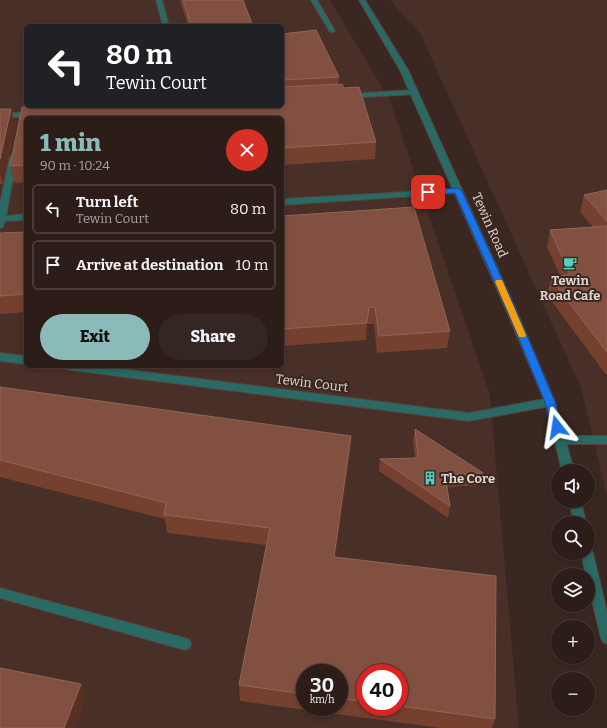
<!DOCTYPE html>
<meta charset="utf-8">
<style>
:root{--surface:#2c1d19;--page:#342622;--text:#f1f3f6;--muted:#a6a2a2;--line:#483b38;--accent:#8bbbb9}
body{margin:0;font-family:Bitter,serif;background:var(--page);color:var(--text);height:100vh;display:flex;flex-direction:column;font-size:15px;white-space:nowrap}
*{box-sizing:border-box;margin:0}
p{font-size:13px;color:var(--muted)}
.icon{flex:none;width:22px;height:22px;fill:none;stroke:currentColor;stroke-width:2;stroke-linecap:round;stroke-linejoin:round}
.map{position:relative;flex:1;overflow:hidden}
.side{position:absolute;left:24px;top:116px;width:260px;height:252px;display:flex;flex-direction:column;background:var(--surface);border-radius:6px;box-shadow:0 2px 6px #0003,0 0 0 1px var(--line)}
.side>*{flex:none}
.guide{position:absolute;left:24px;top:24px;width:260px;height:84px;border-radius:6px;box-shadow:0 2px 6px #0003,0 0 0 1px var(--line);background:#202124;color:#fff;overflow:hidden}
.controls{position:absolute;left:551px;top:464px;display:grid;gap:8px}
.controls a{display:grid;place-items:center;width:44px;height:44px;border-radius:50%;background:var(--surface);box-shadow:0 2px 6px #0003,0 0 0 1px var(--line);font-size:20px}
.speed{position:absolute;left:296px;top:664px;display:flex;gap:8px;font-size:20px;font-weight:700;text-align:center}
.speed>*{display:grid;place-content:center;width:52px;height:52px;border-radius:50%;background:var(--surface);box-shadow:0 2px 6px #0003,0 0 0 1px var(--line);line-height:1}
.speed small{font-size:10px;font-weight:400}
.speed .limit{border:6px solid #d22;background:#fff;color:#111}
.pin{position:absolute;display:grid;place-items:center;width:34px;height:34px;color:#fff;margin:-17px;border-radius:8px;box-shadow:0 2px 6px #0006}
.me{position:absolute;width:44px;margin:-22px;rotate:345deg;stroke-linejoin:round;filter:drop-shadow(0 0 3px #0008)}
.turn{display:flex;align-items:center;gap:14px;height:84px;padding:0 16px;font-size:18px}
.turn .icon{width:52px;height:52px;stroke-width:2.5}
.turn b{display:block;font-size:28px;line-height:34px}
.round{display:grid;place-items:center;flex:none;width:42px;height:42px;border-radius:21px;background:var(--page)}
.overview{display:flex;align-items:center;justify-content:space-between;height:68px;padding:0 16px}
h1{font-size:24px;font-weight:800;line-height:30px;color:var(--accent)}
.cta{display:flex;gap:8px;margin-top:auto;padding:8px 16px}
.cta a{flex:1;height:46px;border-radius:24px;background:var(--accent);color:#111;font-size:16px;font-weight:800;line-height:46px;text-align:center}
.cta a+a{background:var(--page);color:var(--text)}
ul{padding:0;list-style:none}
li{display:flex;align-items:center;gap:12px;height:50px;margin:0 8px 6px;padding:0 8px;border:2px solid var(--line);border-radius:6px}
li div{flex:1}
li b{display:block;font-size:15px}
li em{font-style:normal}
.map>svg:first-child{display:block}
.built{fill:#482f27;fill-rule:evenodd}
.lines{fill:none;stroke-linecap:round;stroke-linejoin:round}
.service-casing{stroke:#55433d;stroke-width:2}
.tertiary-casing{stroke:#55433d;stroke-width:2}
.service{fill:#2a6a64;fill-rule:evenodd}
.tertiary{fill:#2a6a64;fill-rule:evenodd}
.wall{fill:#76402f;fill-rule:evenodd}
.shaded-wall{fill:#592f22}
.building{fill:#815040;stroke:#906557}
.route{fill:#1a73e8;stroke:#114b97}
.slow{fill:#f59e0b}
.labels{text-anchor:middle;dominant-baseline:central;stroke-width:4;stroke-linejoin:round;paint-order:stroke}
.street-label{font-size:13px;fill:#e0d4d0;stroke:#3a2721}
.poi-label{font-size:13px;font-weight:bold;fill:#e0d4d0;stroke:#3a2721}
</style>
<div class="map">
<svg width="607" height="728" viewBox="0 0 607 728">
<rect width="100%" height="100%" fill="#3a2721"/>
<path class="built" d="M0,0H330L390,101L490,395L519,728H0ZM26,26H282V106H26ZM26,118H282V366H26ZM305,673H339V707H305ZM365,673H399V707H365Z
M390,0H607V497L581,388L421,35Z"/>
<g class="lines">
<g class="service-casing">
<path id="service" d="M156,0H162L169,26H163Z
M311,0H317L335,31L334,32H330Z
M413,90L417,92L416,94L348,98L344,96L348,94Z
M0,113H22L26,115L22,117H0Z
M10,156H13L17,158L6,216L26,214V220L5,221L3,227L0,228V203Z
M458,189L462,191L461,193L282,205V199Z
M0,353L26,356V364L0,361Z
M65,366H98L469,413L550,398L554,399L555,402L554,405L550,406L469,421L70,370L66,369Z
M561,436H607V444H561L557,443L556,440L557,437Z
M0,588L185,638L190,640L191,644L190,648L185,650L0,598Z"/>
</g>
<g class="tertiary-casing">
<path id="tertiary" d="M359,0H365L408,70L514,305L555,402L574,471H562L545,402L504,305L400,70Z
M569,501H581L586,523H574Z
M588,548L591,549L593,553L607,612V644L603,642L601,638L588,583V575H586L581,553H588Z"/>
</g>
<use href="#service" class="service"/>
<use href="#tertiary" class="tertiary"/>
</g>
<path class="wall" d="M180,0H243L253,26H188Z
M316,30L339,77L338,84H342L344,88L359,87L376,142L375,159L282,165V118H26V182L14,183L10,166L22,107L42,106H282V34Z
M0,109H11L15,125L3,184H0Z
M607,190V376L547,295L551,279L560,276L547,247L550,230L593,227L580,212L584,195Z
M282,216L450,331L447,348L377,353L374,324H368L366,340L282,346Z
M26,232V312L0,314V233Z
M0,387L350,454L336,557L495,719L492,728H440L240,701L239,685L266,545L167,533L165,519L0,477ZM305,673H339V707H305ZM365,673H399V707H365Z
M415,429L483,473L480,485L447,487L450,506L448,518L379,471L380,459L415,458L413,441Z"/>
<path class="shaded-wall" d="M11,109L15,125L3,184L0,174V159Z
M369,307L368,324L366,340L367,323Z
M351,436L350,454L334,574V557Z
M81,684L86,699L75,728H64Z"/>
<path class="building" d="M183,0H243L253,26H191Z
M316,30L339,77L282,80V34Z
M342,84L344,88L359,87L376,142L282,148V118H26V165L10,166L22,107L42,106H282V87Z
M0,109H11L0,159Z
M607,190V221L584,195Z
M414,207L450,331L379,336L375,307H369L367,323L282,329V216Z
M607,226V352L551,279L570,274L550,230Z
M26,232V294L0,296V233Z
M0,387L351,436L334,557L496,576L495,719L399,706V673H365V702L339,698V673H305V694L239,685L270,528L164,515L166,503L0,460Z
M415,429L483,473L445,475L450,506L380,459L418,458Z
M0,668L81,684L64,728H0Z"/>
<path class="route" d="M458,188L462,191L514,305L555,402L562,427L561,430H554L552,427L545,402L505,305L455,193L428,195L425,192L428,190Z"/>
<path class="slow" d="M496,280H502L503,282L526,335L525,337H519L518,335L495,282Z"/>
<defs>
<g id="cafe-bare" transform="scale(1.08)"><path d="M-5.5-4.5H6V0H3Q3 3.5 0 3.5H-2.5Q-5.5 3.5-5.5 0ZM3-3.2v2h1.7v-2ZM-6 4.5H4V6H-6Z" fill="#56cec2" stroke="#3a2721" stroke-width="2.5" paint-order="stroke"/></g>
<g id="building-bare" transform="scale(1.08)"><path d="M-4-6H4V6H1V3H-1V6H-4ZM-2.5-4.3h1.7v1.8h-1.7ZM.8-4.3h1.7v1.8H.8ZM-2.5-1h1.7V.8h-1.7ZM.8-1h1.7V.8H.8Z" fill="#56cec2" stroke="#3a2721" stroke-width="2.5" paint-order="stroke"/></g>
</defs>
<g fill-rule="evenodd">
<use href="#cafe-bare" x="570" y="263"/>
<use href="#building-bare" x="430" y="478"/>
</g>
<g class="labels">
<g class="street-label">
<text transform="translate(490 225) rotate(66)">Tewin Road</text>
<text transform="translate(312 383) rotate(7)">Tewin Court</text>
</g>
<g class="poi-label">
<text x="570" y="280">Tewin<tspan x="570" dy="15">Road Cafe</tspan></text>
<text x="441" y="478" text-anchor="start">The Core</text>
</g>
</g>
</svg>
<div class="controls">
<a><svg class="icon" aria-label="sound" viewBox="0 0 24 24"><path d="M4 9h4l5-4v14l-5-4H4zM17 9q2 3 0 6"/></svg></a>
<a><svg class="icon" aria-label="search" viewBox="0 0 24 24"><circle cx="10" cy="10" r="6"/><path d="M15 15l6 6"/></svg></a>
<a><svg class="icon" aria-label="layers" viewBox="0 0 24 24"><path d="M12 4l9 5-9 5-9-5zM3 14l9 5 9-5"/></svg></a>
<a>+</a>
<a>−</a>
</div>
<div class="speed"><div>30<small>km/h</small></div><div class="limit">40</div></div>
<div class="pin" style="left:428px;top:192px;background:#d93025"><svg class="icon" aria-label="arrive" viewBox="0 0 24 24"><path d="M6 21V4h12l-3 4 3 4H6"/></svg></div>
<svg class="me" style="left:557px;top:427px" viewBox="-20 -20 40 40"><path d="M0-17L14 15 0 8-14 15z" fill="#1a73e8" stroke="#fff" stroke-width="4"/></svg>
<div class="guide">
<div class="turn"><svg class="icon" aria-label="left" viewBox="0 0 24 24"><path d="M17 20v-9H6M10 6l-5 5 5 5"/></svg><div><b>80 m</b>Tewin Court</div></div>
</div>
<section class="side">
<div class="overview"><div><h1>1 min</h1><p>90 m · 10:24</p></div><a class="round" style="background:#d93025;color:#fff"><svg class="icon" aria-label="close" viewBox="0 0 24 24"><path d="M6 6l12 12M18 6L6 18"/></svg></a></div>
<ul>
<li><svg class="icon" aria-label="left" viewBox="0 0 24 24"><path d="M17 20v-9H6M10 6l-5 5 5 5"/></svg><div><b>Turn left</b><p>Tewin Court</p></div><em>80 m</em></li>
<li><svg class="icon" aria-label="arrive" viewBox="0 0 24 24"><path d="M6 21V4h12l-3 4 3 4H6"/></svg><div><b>Arrive at destination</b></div><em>10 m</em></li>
</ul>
<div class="cta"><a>Exit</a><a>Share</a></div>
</section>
</div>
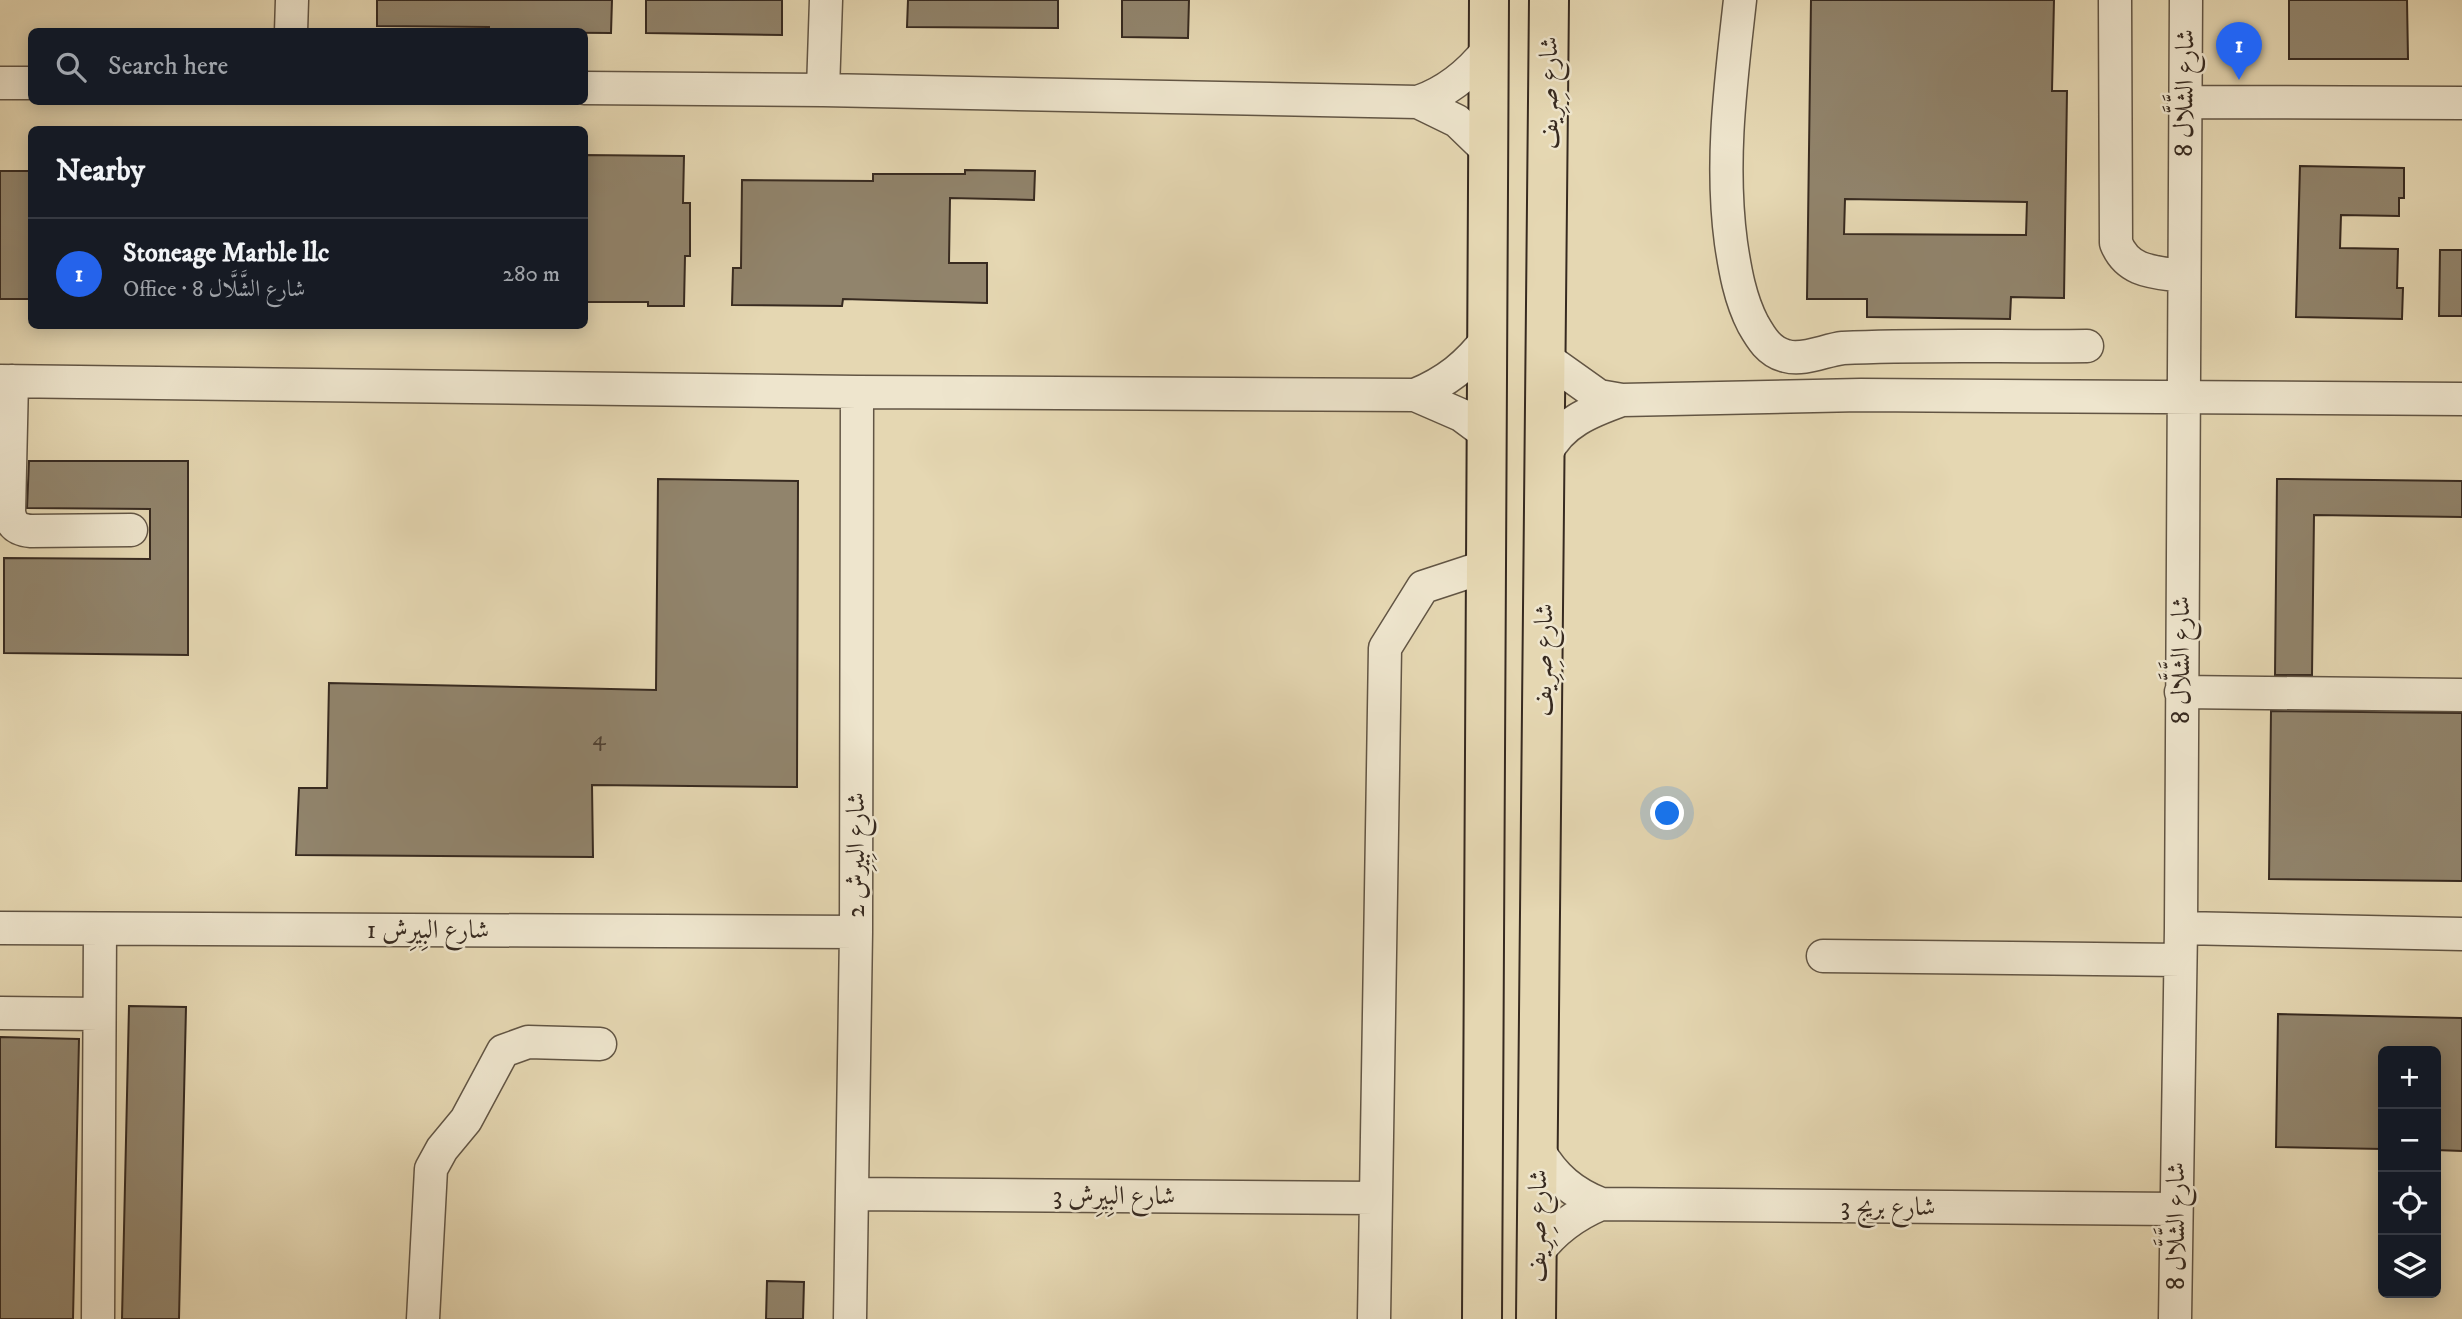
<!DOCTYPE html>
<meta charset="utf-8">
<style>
body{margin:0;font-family:"IM FELL DW Pica",Amiri,serif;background:#20242c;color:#f1f3f6}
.controls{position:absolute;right:21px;bottom:21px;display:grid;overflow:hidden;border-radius:10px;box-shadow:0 4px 18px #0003}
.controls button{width:63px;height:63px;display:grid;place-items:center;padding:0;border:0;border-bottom:2px solid #363941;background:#171b24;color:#f1f3f6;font:35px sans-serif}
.you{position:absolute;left:1668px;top:814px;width:24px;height:24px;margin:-18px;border:5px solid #fff;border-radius:50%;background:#1a73e8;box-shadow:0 0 0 10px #1a73e833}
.badge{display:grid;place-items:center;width:46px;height:46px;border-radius:50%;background:#2563eb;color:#fff;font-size:23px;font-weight:700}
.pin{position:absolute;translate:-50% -58px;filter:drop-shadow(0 2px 4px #0008)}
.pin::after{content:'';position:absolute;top:37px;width:24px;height:21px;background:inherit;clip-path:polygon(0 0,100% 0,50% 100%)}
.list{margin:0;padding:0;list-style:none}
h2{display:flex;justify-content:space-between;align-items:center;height:91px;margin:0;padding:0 28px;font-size:30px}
h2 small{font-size:23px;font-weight:400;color:#9ea1a6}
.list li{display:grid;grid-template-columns:46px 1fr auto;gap:21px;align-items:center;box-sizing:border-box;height:112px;padding:0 28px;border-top:2px solid #363941}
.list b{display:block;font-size:26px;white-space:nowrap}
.list p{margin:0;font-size:23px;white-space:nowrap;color:#9ea1a6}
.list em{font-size:23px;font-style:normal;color:#9ea1a6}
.icon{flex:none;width:38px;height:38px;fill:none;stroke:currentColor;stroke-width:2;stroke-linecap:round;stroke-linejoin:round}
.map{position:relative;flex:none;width:2462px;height:1319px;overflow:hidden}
.search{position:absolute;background:#171b24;box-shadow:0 4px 18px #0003;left:28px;top:28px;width:560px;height:77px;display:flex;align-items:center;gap:18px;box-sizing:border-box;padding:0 24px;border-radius:10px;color:#9ea1a6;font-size:26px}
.panel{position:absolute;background:#171b24;box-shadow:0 4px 18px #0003;left:28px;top:126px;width:560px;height:203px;border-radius:10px}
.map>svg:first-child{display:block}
</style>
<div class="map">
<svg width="2462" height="1319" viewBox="0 0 2462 1319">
<rect width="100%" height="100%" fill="#e5d7b2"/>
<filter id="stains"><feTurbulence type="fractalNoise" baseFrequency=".00286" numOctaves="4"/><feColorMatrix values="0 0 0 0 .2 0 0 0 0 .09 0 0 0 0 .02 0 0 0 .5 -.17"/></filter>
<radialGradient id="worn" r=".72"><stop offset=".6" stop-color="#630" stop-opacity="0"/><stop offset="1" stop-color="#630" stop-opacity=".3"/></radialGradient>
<path fill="#91846c" stroke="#372a20" stroke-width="2" fill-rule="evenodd" d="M377,0H612L611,33L489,32V27L377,26Z
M646,0H782V35L646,33Z
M908,0H1058V28L907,27Z
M1122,0H1189L1188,38L1122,37Z
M1811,0H2054L2052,91H2067L2064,298L2011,297L2010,319L1867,317V299H1807ZM1845,199L2027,202L2026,235L1844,234Z
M2289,0H2407L2408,59H2289Z
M584,155L684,156L683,203H690V256H685L684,306H648V302H584Z
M2300,166L2404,168V198H2399V216L2341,215L2340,248L2398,249L2397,288H2403L2402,319L2296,317Z
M965,170L1035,171L1034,200L950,198L949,263H987V303L843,299L842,306L732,305L733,268H741L742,180L873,181V174H965Z
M0,171H32V299H0Z
M2440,250H2462V316H2439Z
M29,461H188V655L4,653V558L150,559V509L27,508Z
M658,479L798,481L797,787L592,785L593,857L296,855L299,788H327L329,683L656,690Z
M2277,479L2462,481V517L2314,515L2312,675H2275Z
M2271,711L2462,713V881L2269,879Z
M129,1006L186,1007L179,1319H122Z
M2278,1014L2462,1018V1151L2436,1150V1051H2383V1149L2276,1147Z
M0,1037L79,1039L73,1319H0Z
M767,1281L804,1282L803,1319H766Z"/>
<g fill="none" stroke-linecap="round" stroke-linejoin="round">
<g stroke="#625544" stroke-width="35">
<path id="minor" d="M1740,0C1731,81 1720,161 1731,243C1735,270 1740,299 1753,324C1761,338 1769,352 1786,356C1804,361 1825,350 1843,348C1924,344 2006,347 2087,346
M2115,0L2116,243C2128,273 2155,272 2183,276
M291,32L292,0
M0,83H32
M584,88L823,90L1418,102L1457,121L1488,151
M823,90L826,0
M1418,102C1447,92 1469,74 1488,50
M2184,102L2462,103
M1547,359L1599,396L1622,400L1861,395L2462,399
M0,381L857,392L1415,395L1461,415L1488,435
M12,381L9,512C11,525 18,530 31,531L131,530
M1415,395C1446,382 1468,365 1488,338
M1546,454C1560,423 1591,411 1622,400
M2181,692L2462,695
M0,928L856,932
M2181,928L2462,934
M1823,956L2180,960
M0,1013L99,1014
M1539,1151C1554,1177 1573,1193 1601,1204L2176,1209
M853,1194L1375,1198
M1538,1252C1555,1229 1575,1215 1601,1204
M98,1319L100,929
M423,1319L431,1169L442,1149L466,1120L503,1051L528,1042L600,1044
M850,1319L856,932L857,392
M1374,1319L1385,648L1423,587L1487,566
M2175,1319L2181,928L2186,0"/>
</g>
<g stroke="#372a20" stroke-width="42">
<path id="major" d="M1482,1319L1489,0
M1536,1319L1549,0"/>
</g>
<use href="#minor" stroke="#eee5cd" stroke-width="32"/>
<use href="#major" stroke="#e5d7b2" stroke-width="38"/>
</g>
<g text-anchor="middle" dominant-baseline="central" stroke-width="5" stroke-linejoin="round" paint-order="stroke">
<g font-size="23" fill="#4e4033">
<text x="599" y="738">4</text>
</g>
<g font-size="26" fill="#372a20" stroke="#eee5cd">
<text transform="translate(1549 93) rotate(-90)">شارع صِرِيف</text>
<text transform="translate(2185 93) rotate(-89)">شارع الشَّلَّال 8</text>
<text transform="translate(1544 660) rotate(-89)">شارع صِرِيف</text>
<text transform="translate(2181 660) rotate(-90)">شارع الشَّلَّال 8</text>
<text transform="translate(856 855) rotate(-90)">شارع البِيرِش 2</text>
<text x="428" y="930">شارع البِيرِش 1</text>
<text x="1114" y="1196">شارع البِيرِش 3</text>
<text x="1888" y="1207">شارع بريج 3</text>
<text transform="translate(1538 1226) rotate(-89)">شارع صِرِيف</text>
<text transform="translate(2176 1226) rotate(-90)">شارع الشَّلَّال 8</text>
</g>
</g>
<rect width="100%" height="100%" filter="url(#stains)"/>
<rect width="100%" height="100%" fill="url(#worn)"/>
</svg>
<div class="controls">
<button>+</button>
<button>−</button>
<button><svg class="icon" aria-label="locate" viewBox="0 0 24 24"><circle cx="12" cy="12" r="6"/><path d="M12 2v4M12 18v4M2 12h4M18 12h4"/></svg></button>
<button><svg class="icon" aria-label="layers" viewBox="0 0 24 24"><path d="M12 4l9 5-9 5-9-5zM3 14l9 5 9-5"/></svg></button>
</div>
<div class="you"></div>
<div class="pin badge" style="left:2239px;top:80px">1</div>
<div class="search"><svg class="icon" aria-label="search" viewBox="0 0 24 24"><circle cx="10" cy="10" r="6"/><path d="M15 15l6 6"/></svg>Search here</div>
<section class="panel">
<h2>Nearby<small></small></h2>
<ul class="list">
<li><span class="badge">1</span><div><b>Stoneage Marble llc</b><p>Office · شارع الشَّلَّال 8</p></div><em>280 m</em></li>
</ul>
</section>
</div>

———

Goal of the exercise: Looking at the material above, work out how many lines have the word "worn" in them. Answer with that number alone.

Problem solution: 2